FIGS. 2(a) and 2(b) are timing charts in which FIG. 2(a) shows the change in the input signal Vi and FIG. 2(b) shows the change in the output signal Vo in the delay circuit shown in FIG. 1.
The operation of the delay circuit shown in FIG. 1 will be described with reference to FIGS. 2(a) and 2(b). When the input signal Vi applied to the input terminal 1 rises as shown in FIG. 2(a), the channel of the MOS capacitor C1 has been already formed, and the charge is stored in the capacitor C1, so that the output signal Vo falls with a delay from the change of the input signal Vi, as shown in FIG. 2(b). On the other hand, when the input signal Vi falls, the channel of the MOS capacitor C1 is not formed, so that the output signal Vo rises with a slight delay. Therefore, in the delay circuit shown in FIG. 1, an output signal Vo is provided at the output terminal 3 in which the waveform of the fall, i.e., the leading edge (shown in FIG. 2(b) by an arrow P) is much delayed.

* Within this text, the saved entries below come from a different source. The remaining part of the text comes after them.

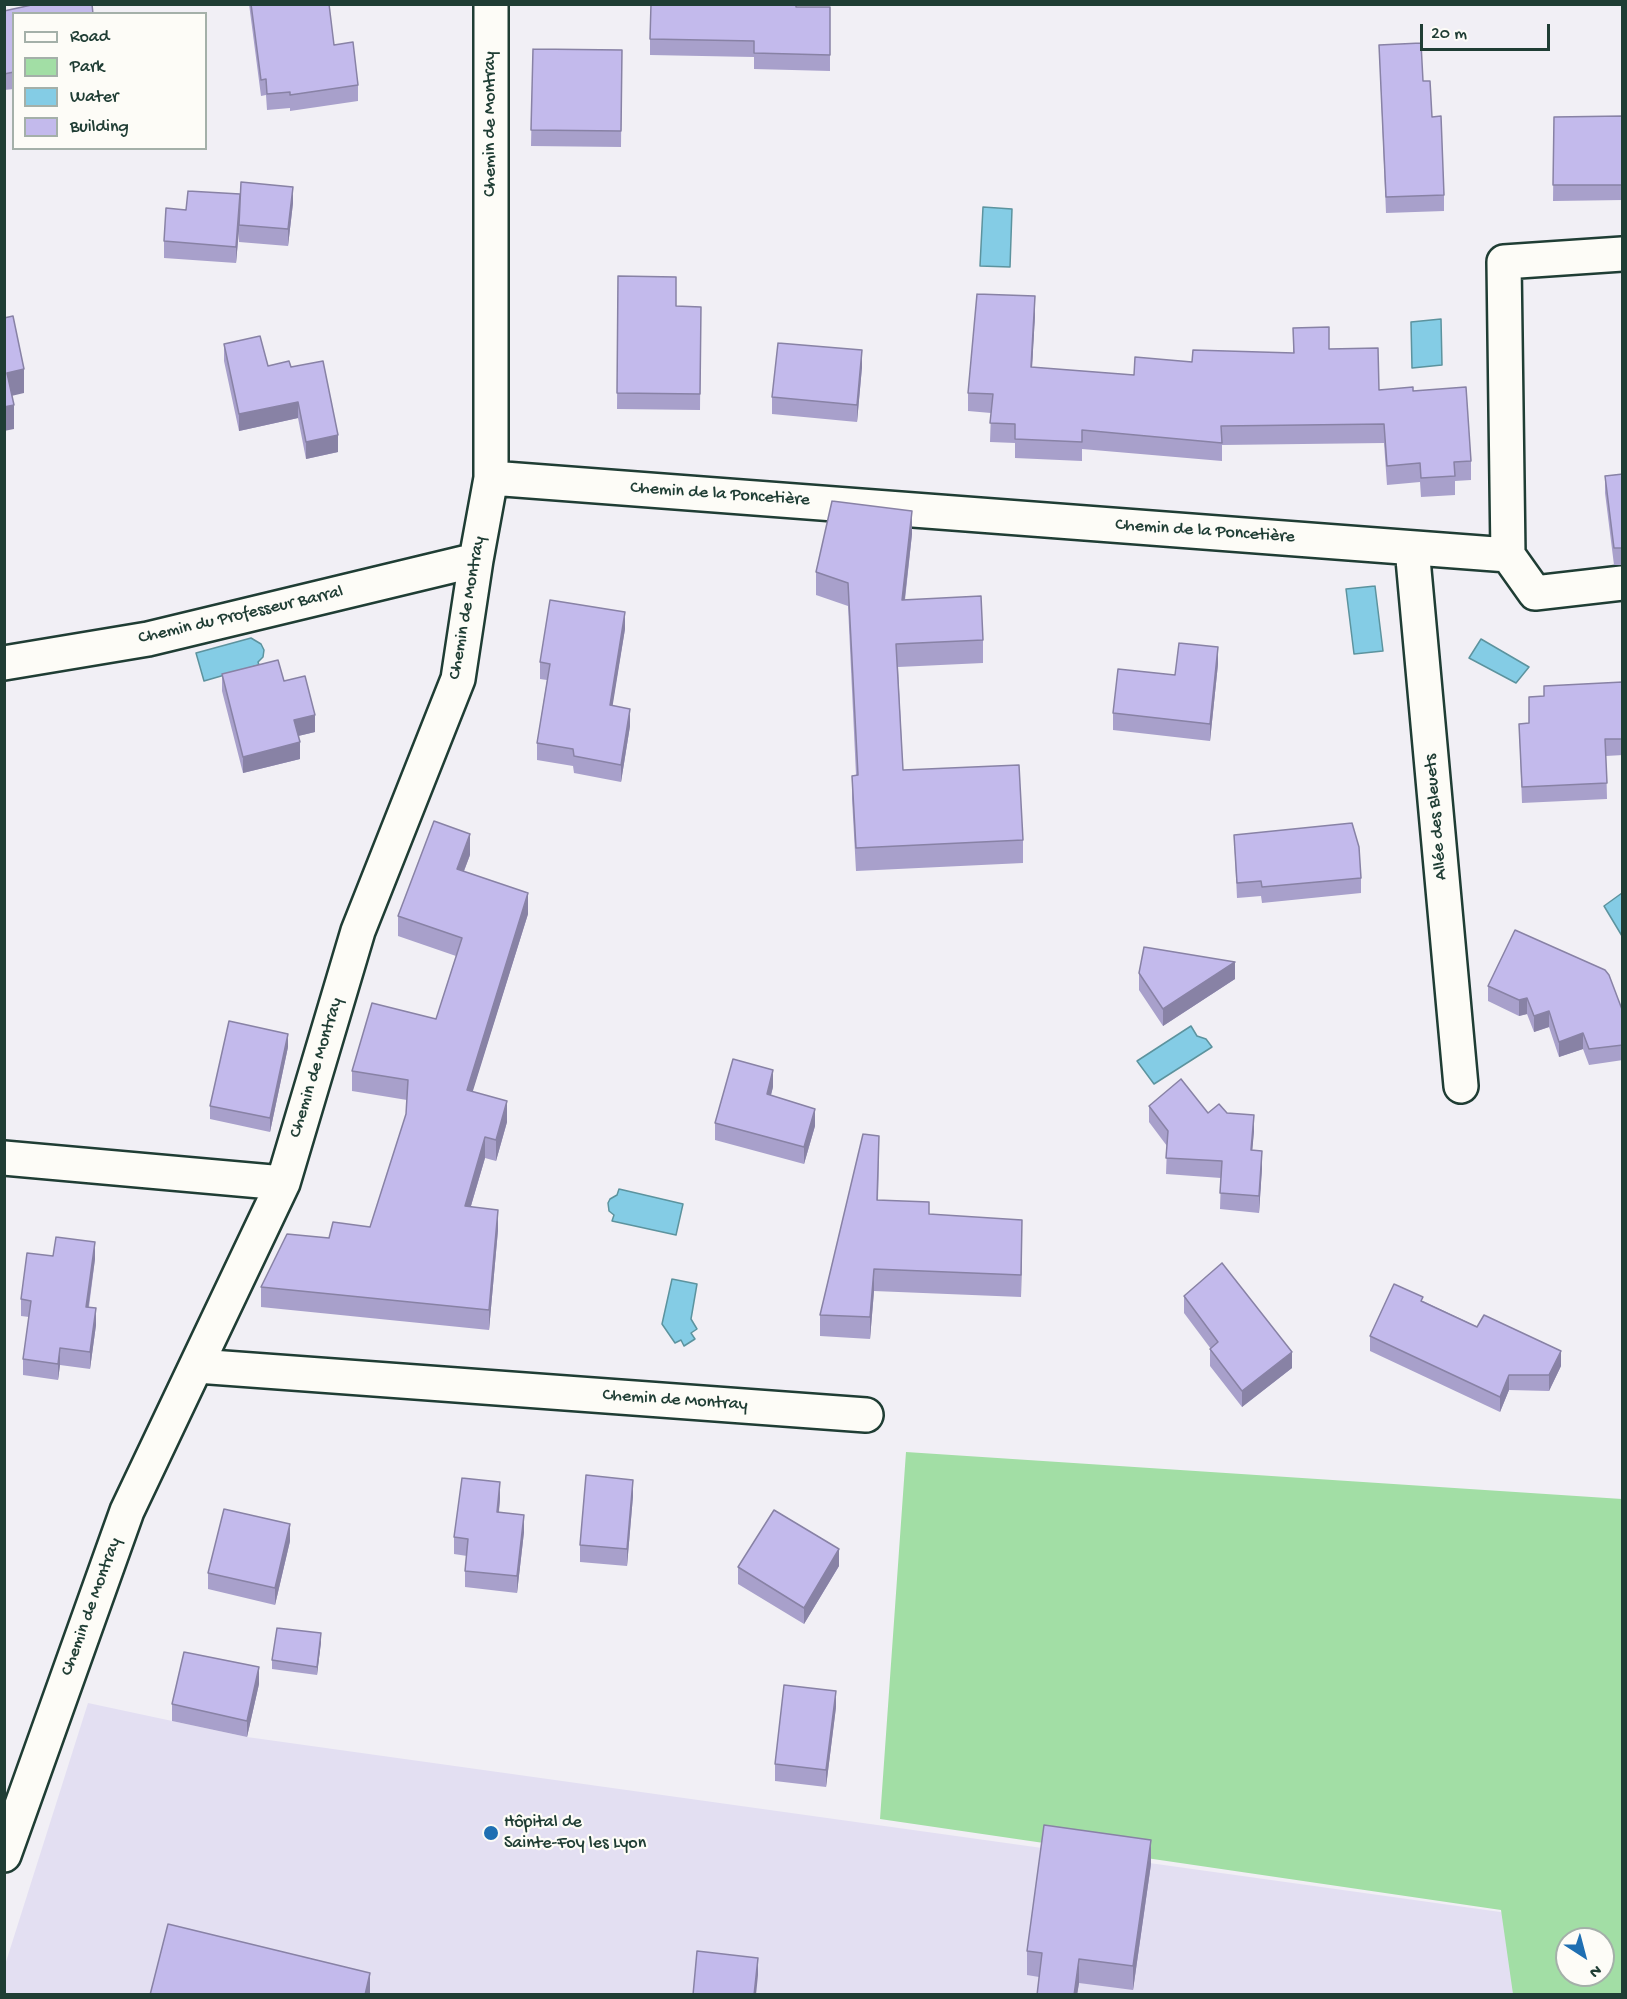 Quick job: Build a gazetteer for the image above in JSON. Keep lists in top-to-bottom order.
{
  "streets": {
    "street": [
      "Chemin de Montray",
      "Chemin de la Poncetière",
      "Chemin du Professeur Barral",
      "Allée des Bleuets"
    ]
  },
  "crossings": [
    ["Chemin de Montray", "Chemin de la Poncetière"],
    ["Chemin de Montray", "Chemin du Professeur Barral"],
    ["Chemin de la Poncetière", "Allée des Bleuets"]
  ],
  "places": ["Hôpital de Sainte-Foy les Lyon"],
  "legend": [
    "Road",
    "Park",
    "Water",
    "Building"
  ],
  "scale_bar": "20 m",
  "north": "bottom right"
}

FIG. 3 is a schematic diagram showing another example of a conventional delay circuit having a complementary insulated gate device. Compared with the delay circuit shown in FIG. 1, the delay circuit of FIG. 3 comprises a MOS capacitor C2 instead of the MOS capacitor C1 connected between the input terminal 1 and the ground V.sub.ss. The other portions of the delay circuit shown in FIG. 3 are the same as these of FIG. 1, so that the detailed description thereof will be omitted.

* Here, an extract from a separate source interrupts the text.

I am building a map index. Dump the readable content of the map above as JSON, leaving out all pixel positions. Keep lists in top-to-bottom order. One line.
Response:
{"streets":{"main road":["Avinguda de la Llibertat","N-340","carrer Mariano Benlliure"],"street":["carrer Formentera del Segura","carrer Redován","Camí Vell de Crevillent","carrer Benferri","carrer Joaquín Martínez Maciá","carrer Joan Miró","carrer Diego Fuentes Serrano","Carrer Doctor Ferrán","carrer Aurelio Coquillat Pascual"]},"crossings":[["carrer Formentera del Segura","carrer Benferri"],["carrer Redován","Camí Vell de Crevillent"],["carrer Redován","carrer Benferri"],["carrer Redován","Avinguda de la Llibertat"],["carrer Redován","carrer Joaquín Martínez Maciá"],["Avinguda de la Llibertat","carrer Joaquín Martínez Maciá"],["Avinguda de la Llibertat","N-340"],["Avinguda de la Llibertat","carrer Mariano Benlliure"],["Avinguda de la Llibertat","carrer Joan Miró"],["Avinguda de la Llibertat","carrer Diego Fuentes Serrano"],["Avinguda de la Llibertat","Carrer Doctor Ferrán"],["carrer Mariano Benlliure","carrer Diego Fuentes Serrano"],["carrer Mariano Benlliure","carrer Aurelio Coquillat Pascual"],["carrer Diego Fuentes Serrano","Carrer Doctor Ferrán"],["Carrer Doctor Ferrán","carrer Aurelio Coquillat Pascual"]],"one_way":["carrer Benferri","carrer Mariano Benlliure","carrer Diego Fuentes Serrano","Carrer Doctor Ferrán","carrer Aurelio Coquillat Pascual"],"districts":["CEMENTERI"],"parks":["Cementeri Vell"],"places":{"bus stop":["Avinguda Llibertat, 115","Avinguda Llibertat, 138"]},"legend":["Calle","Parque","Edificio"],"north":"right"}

FIGS. 4(a) and 4(b) are timing charts in which FIG. 4(a) shows the change of the input signal Vi and FIG. 4(b) shows the change of the output signal Vo of the delay circuit shown in FIG. 3.
The operation of the delay circuit shown in FIG. 3 will be described with reference to FIGS. 4(a) and 4(b). When the input signal Vi applied to the input terminal 1 rises as shown in FIG. 4(a), the channel of the MOS capacitor C2 is not formed, so that the output signal Vo falls being slightly delayed from the change of the input signal Vi, as shown in FIG. 4(b). On the other hand, when the input signal Vi falls, the channel of the MOS capacitor C2 has been already formed, and the charge is stored in the capacitor C2, so that the output signal Vo rises with a delay from the change of the input signal Vi. Therefore, in the inverter circuit shown in FIG. 3, an output signal Vo is provided at the output terminal in which the rising waveform, i.e., the trailing edge (shown in FIG. 4(b) by an arrow Q), is much delayed.
Since the above described two conventional delay circuits having complementary insulated gate devices comprise capacitor means, the rise time or fall time is long in both circuits when the output signal changes.
A prior art of particular interest to the delay circuit of the present invention is in Japanese Patent Laying-Open Gazette No. 293016/1986 entitled "Delay Circuit". The prior art is the same as the inverter circuit of the present invention in an aspect that it comprises a transmission gate connected to a preceding stage of the inverter, but it clearly differs from the delay circuit of the present invention in the following points, that is, the gates of two FETs included in the transmission gate are both connected to an input terminal and that it has a function of a limiter circuit.